[ Solved] nn.DataParallel with ModuleList of custom modules fails on Multiple GPUs


I am trying to wrap my modules via nn.DataParallel and I seem to run into the following error in a multi-GPU forward pass:

File “tourquev5.py”, line 744, in fit
avg_loss = self.train_epoch(training_data,batch_size)
File “tourquev5.py”, line 780, in train_epoch
x1,x2 = self.forward(training_batch,training=True)
File “tourquev5.py”, line 553, in forward
candidate_embeddings = self.batch_process_reviews_without_RNN(candidate_ids)
File “tourquev5.py”, line 374, in batch_process_reviews_without_RNN
File “/u/dcontrac/anaconda2/lib/python2.7/site-packages/torch/nn/modules/module.py”, line 224, in call
result = self.forward(*input, kwargs)
File “/u/dcontrac/anaconda2/lib/python2.7/site-packages/torch/nn/parallel/data_parallel.py”, line 60, in forward
outputs = self.parallel_apply(replicas, inputs, kwargs)
File “/u/dcontrac/anaconda2/lib/python2.7/site-packages/torch/nn/parallel/data_parallel.py”, line 70, in parallel_apply
return parallel_apply(replicas, inputs, kwargs, self.device_ids[:len(replicas)])
File “/u/dcontrac/anaconda2/lib/python2.7/site-packages/torch/nn/parallel/parallel_apply.py”, line 67, in parallel_apply
** raise output

RuntimeError: all tensors must be on devices[0]

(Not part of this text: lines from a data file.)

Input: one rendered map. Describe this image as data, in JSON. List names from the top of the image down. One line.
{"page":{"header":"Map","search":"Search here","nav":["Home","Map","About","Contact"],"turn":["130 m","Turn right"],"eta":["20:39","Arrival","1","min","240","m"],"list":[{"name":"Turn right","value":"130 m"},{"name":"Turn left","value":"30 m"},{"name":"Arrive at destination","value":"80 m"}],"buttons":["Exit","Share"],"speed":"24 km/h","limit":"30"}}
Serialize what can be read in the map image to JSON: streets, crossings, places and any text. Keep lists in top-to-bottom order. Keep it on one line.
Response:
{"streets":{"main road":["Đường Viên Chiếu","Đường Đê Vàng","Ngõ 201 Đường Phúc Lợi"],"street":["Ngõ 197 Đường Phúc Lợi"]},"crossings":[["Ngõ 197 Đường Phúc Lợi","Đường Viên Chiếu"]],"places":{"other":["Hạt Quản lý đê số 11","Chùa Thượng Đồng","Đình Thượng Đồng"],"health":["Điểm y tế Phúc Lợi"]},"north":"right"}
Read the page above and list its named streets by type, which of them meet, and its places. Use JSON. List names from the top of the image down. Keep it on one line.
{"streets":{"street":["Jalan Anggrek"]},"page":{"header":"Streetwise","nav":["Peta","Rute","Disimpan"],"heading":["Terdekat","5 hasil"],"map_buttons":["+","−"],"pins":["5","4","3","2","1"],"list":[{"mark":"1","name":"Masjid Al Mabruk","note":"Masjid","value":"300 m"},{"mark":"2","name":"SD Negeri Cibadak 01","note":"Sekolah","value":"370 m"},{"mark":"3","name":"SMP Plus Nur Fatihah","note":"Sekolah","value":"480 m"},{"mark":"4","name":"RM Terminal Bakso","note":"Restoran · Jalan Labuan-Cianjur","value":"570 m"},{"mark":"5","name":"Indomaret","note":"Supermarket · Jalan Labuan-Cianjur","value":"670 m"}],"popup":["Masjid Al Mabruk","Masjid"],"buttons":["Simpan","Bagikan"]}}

Here’s the code snippet that’s actually causing the error:

for i in range(self.review_network_depth):
			#	print "out.size",out.size(), reviews_outputs.size()
				with torch.cuda.device(self.GPUS[0]):
					print out.get_device(),reviews_outputs.get_device() #self.review_network[i].get_device()
					out = self.review_network[i](self.mult_sent_emb_with_network_output(out_clone,outputs_clone))

And the method in the argument is :

def mult_sent_emb_with_network_output(self, out,review_outputs):
		#with torch.cuda.device(self.GPUS[0]):
		for batch in xrange(review_outputs.size(0)):
			for word_emb in xrange(review_outputs.size(1)):
				#with torch.cuda.device(self.GPUS[0]):
		print "exiting from mult_sent_emb_with_network_output on GPU ID:",review_outputs_clone.get_device()
		return review_outputs_clone

I have tried different ways of writing the code wondering if 1) clone was causing a problem 2) if updating the tensor in a loop could have implications for DataParallel (so you see me using an array outputs[i].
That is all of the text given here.